* [Materials provided]
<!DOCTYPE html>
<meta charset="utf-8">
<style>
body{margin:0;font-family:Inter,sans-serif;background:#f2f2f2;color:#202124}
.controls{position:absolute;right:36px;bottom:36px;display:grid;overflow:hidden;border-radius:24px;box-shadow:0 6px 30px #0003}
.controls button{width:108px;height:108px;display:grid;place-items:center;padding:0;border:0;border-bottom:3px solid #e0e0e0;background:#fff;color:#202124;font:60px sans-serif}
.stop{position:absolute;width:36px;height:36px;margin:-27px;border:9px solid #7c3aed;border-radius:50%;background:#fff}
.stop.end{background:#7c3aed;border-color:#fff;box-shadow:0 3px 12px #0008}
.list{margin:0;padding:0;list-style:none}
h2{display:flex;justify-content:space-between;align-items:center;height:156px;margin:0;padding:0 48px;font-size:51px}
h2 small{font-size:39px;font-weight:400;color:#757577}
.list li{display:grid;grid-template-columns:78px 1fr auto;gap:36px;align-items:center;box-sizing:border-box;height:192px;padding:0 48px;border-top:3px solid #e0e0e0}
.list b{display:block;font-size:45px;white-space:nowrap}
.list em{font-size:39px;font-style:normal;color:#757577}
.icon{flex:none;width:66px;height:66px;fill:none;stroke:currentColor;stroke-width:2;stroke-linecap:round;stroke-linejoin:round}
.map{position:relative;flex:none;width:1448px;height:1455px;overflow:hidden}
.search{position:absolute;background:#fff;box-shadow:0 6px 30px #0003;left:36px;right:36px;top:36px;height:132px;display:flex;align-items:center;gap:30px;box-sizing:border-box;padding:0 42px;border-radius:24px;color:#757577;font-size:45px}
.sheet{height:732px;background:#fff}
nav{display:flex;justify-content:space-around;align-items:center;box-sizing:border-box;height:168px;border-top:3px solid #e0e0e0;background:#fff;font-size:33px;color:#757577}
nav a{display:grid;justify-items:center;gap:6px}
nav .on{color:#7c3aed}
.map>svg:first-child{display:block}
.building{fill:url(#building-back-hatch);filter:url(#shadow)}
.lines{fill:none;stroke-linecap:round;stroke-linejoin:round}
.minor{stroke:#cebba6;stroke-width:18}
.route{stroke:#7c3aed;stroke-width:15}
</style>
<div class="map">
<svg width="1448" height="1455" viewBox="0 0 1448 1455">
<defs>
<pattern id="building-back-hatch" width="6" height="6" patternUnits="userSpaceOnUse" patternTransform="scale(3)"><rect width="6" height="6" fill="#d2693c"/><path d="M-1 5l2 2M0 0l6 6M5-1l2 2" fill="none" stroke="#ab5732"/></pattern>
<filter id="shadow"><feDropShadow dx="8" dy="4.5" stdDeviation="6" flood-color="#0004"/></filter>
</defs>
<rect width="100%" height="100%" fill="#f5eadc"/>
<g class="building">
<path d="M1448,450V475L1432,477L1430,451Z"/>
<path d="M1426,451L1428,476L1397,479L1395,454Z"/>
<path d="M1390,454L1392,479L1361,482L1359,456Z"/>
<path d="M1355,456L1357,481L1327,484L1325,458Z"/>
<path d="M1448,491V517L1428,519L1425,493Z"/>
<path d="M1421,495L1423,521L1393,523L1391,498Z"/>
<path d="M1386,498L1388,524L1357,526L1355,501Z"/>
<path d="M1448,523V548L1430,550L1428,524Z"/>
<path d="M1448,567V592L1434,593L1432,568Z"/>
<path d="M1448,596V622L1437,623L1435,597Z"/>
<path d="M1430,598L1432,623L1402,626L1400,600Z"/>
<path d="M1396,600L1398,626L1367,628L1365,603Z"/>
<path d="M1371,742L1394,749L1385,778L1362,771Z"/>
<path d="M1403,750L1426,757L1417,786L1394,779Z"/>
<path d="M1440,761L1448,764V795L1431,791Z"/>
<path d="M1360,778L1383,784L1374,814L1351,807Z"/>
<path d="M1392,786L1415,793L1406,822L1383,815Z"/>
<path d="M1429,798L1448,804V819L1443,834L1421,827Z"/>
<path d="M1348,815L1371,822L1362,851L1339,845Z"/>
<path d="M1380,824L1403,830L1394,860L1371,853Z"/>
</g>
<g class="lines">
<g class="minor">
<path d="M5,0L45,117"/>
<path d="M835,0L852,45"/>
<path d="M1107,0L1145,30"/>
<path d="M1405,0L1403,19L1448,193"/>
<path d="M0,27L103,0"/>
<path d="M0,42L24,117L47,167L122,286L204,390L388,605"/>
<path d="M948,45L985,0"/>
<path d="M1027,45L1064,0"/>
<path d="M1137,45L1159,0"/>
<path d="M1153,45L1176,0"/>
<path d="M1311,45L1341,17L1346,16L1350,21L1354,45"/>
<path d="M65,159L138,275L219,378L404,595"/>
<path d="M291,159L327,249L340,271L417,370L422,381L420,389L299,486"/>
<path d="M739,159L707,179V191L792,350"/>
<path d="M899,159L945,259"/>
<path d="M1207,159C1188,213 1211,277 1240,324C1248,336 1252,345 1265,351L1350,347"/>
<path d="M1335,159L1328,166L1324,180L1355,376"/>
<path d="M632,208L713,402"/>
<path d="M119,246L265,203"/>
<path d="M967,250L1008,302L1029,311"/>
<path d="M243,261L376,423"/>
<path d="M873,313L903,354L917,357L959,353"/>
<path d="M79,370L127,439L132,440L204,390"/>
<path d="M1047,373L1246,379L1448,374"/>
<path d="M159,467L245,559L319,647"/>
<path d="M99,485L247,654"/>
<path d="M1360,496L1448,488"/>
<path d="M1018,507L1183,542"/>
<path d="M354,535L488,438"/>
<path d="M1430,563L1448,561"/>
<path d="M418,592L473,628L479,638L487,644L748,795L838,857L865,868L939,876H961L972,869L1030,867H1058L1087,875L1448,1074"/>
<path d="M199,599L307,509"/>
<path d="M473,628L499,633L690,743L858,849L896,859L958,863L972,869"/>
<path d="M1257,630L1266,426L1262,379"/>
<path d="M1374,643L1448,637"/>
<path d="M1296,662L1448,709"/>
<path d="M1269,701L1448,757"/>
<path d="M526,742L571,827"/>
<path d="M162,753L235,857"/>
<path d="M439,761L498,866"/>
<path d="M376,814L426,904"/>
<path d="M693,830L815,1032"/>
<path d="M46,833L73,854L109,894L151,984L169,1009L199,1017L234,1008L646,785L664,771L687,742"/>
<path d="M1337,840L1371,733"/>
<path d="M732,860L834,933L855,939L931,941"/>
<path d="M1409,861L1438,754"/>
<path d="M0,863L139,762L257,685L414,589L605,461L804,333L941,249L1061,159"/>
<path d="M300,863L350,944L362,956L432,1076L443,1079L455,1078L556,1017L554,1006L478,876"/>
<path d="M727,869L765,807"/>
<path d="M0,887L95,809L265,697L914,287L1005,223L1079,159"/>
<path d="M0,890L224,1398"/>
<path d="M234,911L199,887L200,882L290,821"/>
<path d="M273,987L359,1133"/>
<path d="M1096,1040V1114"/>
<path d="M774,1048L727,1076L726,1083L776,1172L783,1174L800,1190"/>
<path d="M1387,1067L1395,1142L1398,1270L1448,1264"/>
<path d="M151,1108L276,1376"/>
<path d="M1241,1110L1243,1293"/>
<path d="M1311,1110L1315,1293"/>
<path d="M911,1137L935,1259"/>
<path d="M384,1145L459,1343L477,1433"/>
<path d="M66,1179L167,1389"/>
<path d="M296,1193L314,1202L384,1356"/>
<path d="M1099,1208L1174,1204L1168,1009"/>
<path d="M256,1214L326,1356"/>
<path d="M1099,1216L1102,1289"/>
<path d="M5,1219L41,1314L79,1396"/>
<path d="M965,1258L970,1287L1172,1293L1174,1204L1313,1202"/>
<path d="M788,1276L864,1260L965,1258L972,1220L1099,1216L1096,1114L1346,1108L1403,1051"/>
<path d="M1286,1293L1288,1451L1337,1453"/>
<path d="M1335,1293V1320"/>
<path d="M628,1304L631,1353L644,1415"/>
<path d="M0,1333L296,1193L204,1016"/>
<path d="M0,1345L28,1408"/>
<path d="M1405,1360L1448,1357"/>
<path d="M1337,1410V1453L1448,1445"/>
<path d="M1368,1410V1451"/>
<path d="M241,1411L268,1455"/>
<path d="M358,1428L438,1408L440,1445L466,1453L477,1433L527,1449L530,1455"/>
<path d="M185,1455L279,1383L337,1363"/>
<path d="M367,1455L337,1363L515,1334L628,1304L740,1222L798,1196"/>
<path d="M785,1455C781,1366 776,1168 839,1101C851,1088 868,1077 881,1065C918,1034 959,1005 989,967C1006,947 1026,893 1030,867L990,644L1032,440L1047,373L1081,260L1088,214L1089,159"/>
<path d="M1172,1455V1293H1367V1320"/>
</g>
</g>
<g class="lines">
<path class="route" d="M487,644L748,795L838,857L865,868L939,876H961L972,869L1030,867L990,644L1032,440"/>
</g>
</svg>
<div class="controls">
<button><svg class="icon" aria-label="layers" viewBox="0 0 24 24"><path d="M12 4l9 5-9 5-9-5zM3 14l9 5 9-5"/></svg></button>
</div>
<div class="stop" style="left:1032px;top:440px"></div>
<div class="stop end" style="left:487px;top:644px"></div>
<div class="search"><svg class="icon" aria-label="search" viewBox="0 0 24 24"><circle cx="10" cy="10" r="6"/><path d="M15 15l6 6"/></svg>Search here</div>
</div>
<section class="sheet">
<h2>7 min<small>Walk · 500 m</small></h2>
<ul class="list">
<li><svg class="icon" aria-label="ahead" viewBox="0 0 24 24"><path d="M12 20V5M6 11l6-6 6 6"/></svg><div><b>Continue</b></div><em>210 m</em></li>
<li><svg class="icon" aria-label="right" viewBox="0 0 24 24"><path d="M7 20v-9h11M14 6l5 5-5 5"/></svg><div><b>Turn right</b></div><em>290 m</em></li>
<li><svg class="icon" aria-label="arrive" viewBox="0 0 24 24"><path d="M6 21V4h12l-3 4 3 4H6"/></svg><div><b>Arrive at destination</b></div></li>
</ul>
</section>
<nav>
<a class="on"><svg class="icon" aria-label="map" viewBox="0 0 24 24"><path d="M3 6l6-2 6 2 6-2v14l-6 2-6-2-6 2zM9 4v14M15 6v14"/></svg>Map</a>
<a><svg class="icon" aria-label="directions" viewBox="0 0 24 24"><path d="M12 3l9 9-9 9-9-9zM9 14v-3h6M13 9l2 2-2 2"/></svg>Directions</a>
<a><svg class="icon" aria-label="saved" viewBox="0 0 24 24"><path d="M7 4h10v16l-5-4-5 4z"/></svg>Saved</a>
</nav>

* [Aim of the exercise] Wherever the string "bottom" appears in the listing above, show the whole line.

* [Task answer]
.controls{position:absolute;right:36px;bottom:36px;display:grid;overflow:hidden;border-radius:24px;box-shadow:0 6px 30px #0003}
.controls button{width:108px;height:108px;display:grid;place-items:center;padding:0;border:0;border-bottom:3px solid #e0e0e0;background:#fff;color:#202124;font:60px sans-serif}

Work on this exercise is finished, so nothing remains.